Hi,
I'm trying to evaluate Jira Service Desk for our enterprise ITIL support model, looking to migrate from an older system that is heavily customised and is not capable of supporting our organisation as we transition to a fully global support model.
We are just under 1000 users in a hardware/software solution provider, approx 300 in support (multiple layers/functions), 400 in dev/test and 300 in auxiliary functions. We primarily support external customers with Incident/Problem/Change/Release ITIL processes, but would also like to use Jira to support our internal users for "normal" internal IT functions (using the same ITIL processes).
We are primarily looking at Jira Service Desk because we have Jira Software and Confluence and use these globally (albeit not using best practice in some cases).
I'm trying to get a handle on how much effort is required to take the out-of-box Jira SD and make it fit an enterprise-level process where you have L1 service desk triaging incidents, escalating to an L2 specialist team if they can't fix, and this team then escalating to development as a Problem record. In our organisation L2 teams may be the Incident Owner, however, they may request other teams at any level complete a task for them, or they may transfer the Incident Ownership (main ticket) themselves.
This is barely scratching the surface of the complexity - we're happy to hire consultants or application engineers, however, we can't do this unless we know (1) our end goal is achievable, and (2) it won't take forever (or we may as well just go spend the extra license and pay for ServiceNow or some other enterprise-ready application).
Thanks for your time and comments Christian!
I do appreciate that "it's possible". I have worked in IT for > 20 years and this is ultimately the answer in most cases, however, the critical factor is how long it would take to achieve the required customisation, and if the solution offered is workable in day-to-day usage for our use cases.

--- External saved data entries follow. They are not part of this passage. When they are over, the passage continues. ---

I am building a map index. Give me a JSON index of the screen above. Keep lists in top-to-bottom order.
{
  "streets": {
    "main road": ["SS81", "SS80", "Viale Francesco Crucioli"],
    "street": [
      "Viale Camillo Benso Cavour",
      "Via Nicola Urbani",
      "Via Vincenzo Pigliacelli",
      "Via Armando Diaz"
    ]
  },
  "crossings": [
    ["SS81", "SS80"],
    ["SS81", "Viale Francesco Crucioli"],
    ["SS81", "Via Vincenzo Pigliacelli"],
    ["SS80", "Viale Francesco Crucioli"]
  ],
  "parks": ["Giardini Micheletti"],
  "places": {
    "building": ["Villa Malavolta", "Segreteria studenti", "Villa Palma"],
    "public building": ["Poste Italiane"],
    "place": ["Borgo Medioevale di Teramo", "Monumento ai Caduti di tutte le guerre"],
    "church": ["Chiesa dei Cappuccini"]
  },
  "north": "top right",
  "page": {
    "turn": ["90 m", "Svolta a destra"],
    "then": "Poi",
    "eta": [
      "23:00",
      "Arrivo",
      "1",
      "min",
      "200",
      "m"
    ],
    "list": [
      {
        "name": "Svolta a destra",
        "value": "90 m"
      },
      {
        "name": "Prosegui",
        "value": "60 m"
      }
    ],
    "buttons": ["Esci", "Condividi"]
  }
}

I could list all the areas of concern, however in our organisation that may be a very large list and something that normally a consultancy or internal analyst would have to go through with a fine tooth comb.
What I'm really looking for is people who understand ITIL that have experienced this implementation. To take a very simple example, if you use ITIL definitions then (literally) everything you do that changes the state of an operational environment must be recorded as a Change (like editing a config file). For Standard Changes these need to be in a selectable catalogue, and if selected from an Incident or Service Request this list should be restricted to Standard Changes valid for the Services the Customer has assigned to them. The overhead of these Changes must be minimal, as we are doing several hundred every day. Similarly, we have 10,000 incidents/month. If the interface "works" but with significant overhead it's a total non-starter.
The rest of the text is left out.